_Dataset content:_
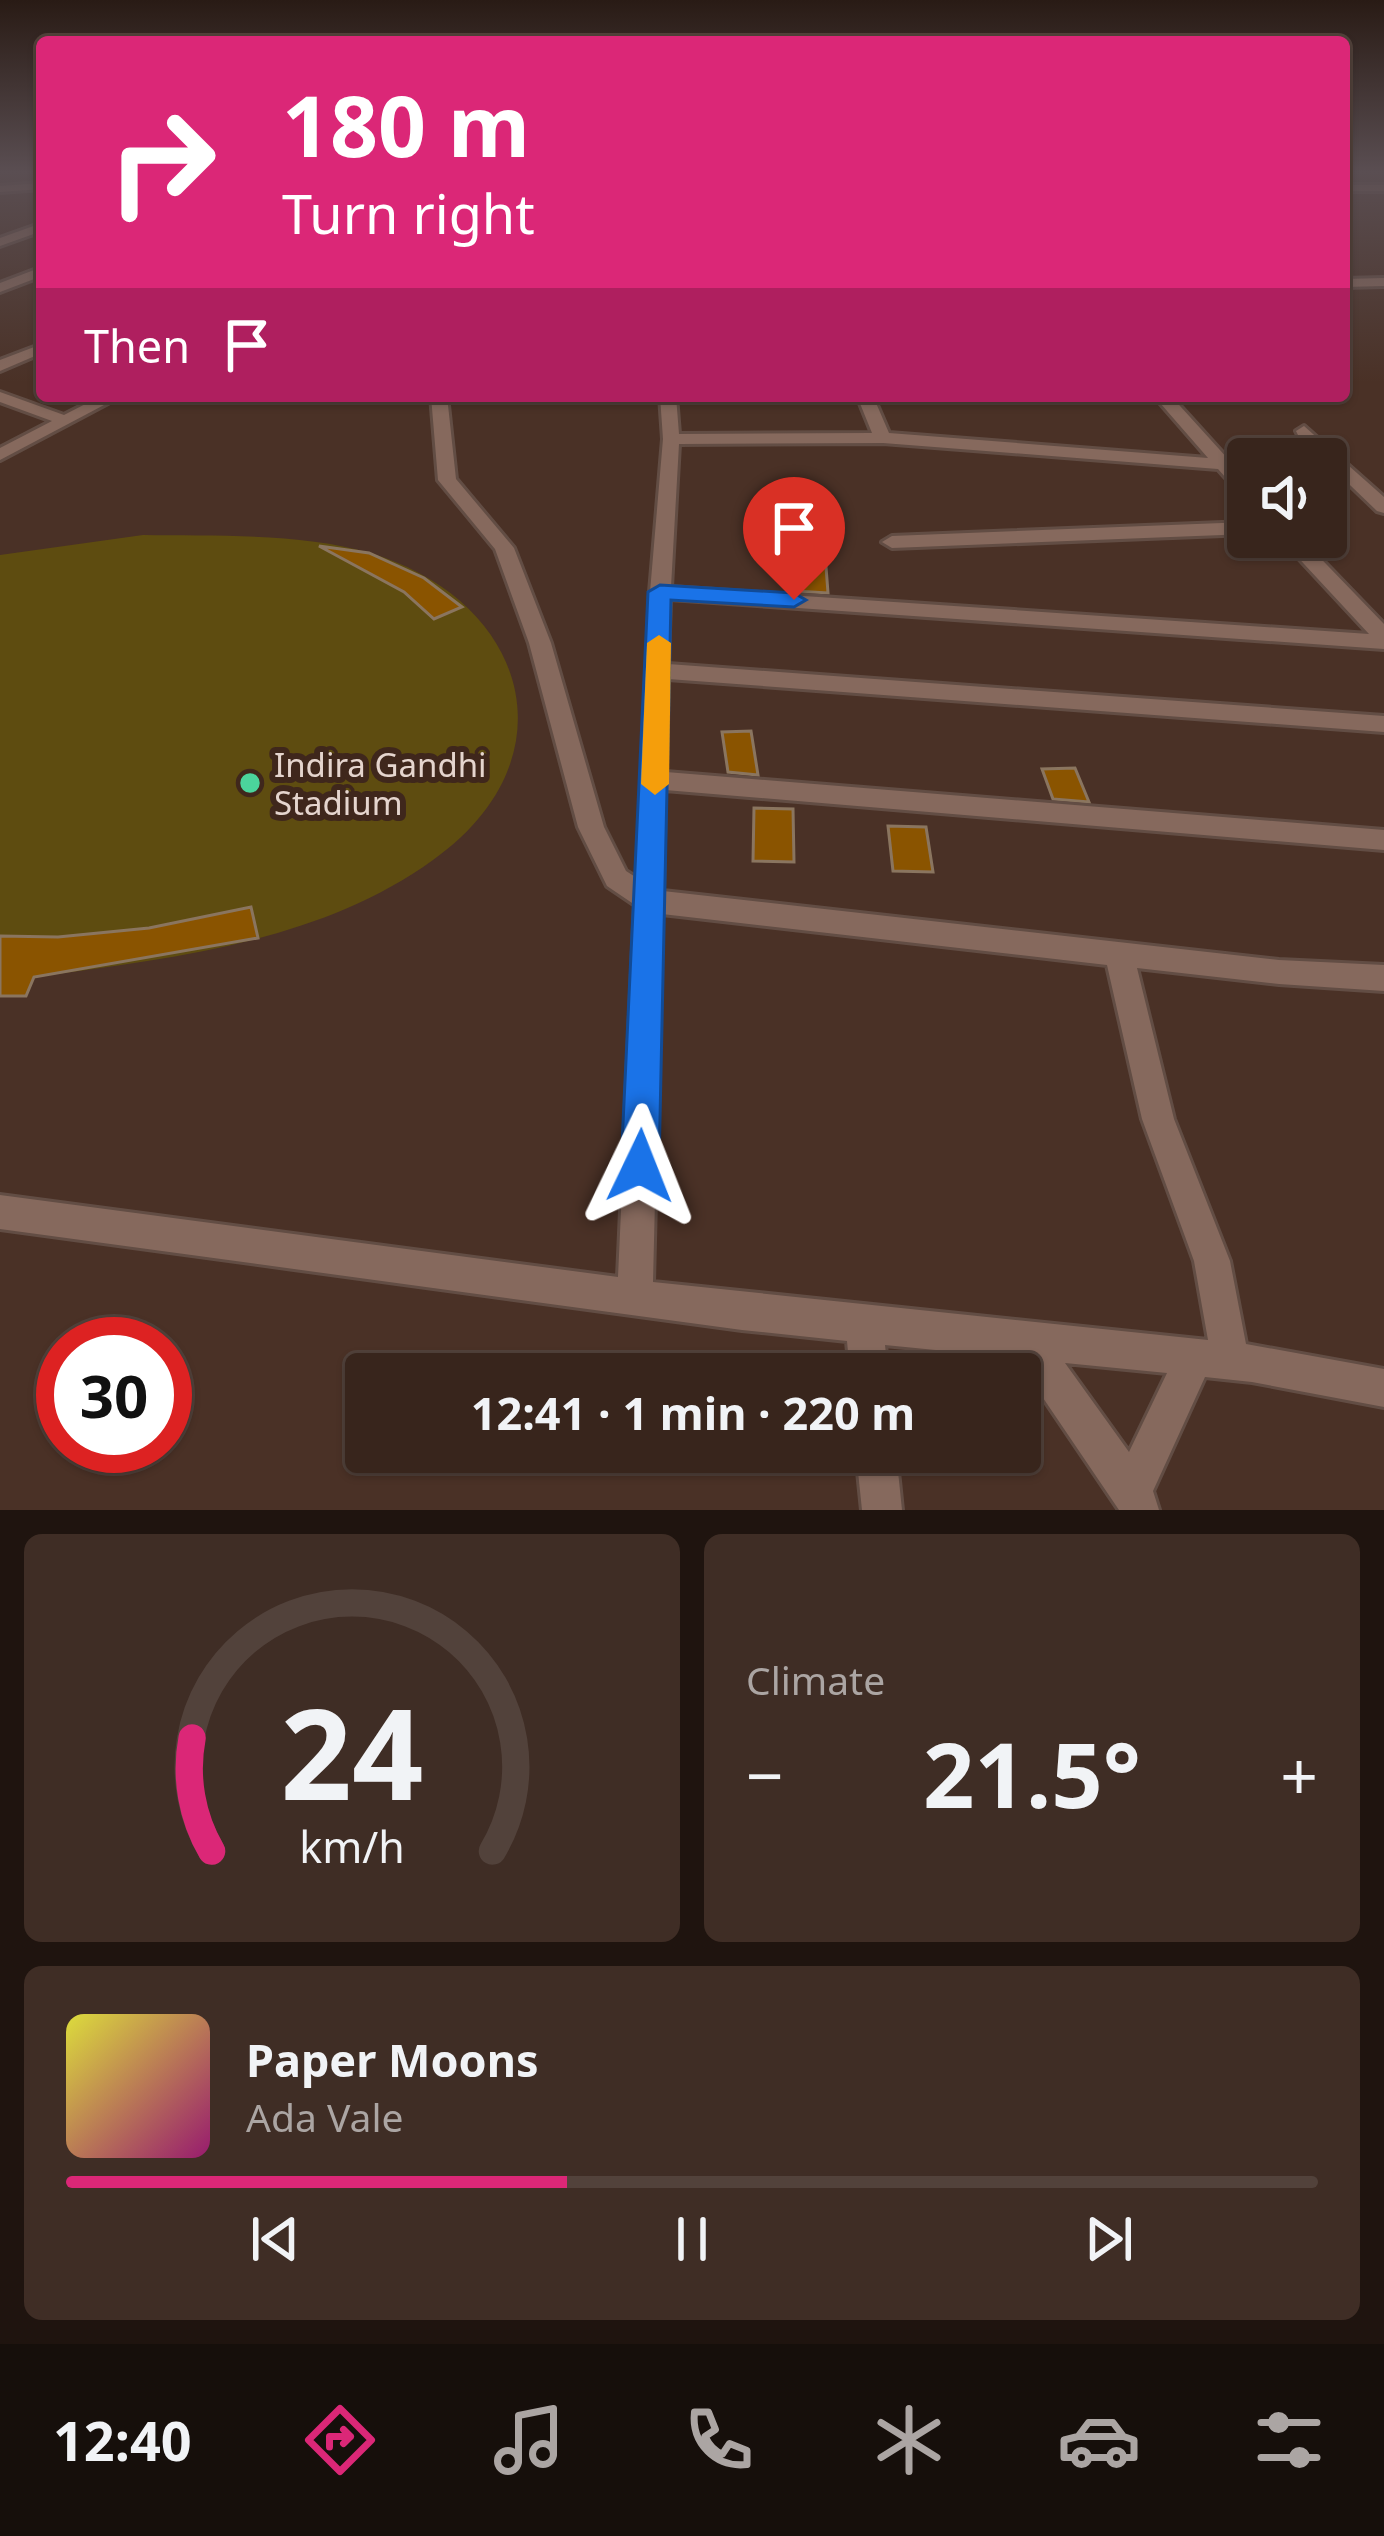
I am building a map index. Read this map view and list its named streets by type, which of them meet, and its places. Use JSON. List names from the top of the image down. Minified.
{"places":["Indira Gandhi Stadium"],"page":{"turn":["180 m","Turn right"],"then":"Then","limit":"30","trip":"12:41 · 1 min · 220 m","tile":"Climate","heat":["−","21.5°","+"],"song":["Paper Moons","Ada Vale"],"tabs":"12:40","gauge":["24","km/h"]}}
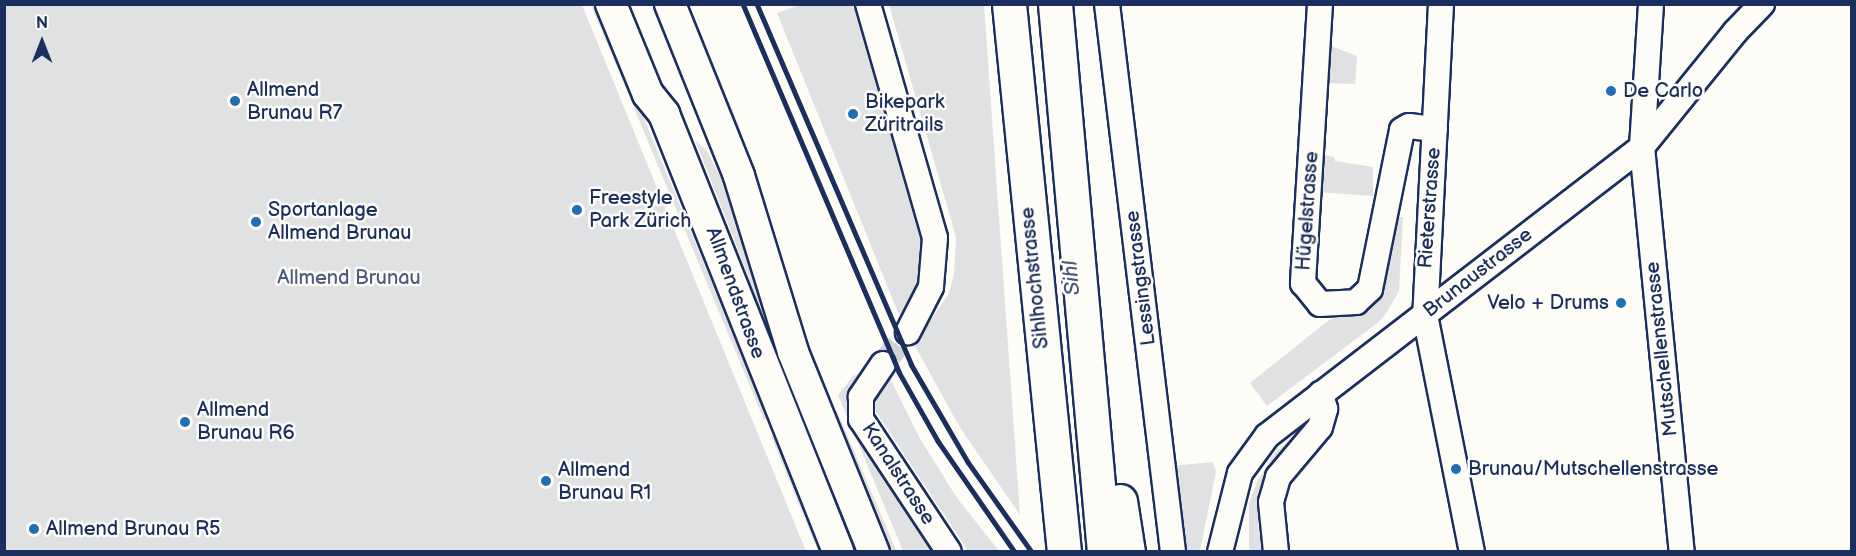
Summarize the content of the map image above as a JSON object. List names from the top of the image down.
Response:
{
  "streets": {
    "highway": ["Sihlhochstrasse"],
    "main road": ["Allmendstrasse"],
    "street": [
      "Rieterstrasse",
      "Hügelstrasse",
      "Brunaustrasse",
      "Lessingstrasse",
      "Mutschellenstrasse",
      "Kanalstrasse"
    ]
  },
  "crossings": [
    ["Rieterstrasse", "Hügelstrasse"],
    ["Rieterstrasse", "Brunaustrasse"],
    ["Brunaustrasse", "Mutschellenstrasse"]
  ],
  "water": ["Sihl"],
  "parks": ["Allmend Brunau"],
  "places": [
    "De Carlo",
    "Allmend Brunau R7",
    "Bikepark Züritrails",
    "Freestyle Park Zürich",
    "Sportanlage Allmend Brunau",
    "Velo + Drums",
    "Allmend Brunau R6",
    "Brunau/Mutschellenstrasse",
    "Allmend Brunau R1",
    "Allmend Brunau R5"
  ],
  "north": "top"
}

_Problem:_ What is needed is the whole listing again, set down exactly, without its pictures.

_Answer:_
I am building a map index. Read this map view and list its named streets by type, which of them meet, and its places. Use JSON. List names from the top of the image down. Minified.
{"places":["Indira Gandhi Stadium"],"page":{"turn":["180 m","Turn right"],"then":"Then","limit":"30","trip":"12:41 · 1 min · 220 m","tile":"Climate","heat":["−","21.5°","+"],"song":["Paper Moons","Ada Vale"],"tabs":"12:40","gauge":["24","km/h"]}}
Summarize the content of the map image above as a JSON object. List names from the top of the image down.
Response:
{
  "streets": {
    "highway": ["Sihlhochstrasse"],
    "main road": ["Allmendstrasse"],
    "street": [
      "Rieterstrasse",
      "Hügelstrasse",
      "Brunaustrasse",
      "Lessingstrasse",
      "Mutschellenstrasse",
      "Kanalstrasse"
    ]
  },
  "crossings": [
    ["Rieterstrasse", "Hügelstrasse"],
    ["Rieterstrasse", "Brunaustrasse"],
    ["Brunaustrasse", "Mutschellenstrasse"]
  ],
  "water": ["Sihl"],
  "parks": ["Allmend Brunau"],
  "places": [
    "De Carlo",
    "Allmend Brunau R7",
    "Bikepark Züritrails",
    "Freestyle Park Zürich",
    "Sportanlage Allmend Brunau",
    "Velo + Drums",
    "Allmend Brunau R6",
    "Brunau/Mutschellenstrasse",
    "Allmend Brunau R1",
    "Allmend Brunau R5"
  ],
  "north": "top"
}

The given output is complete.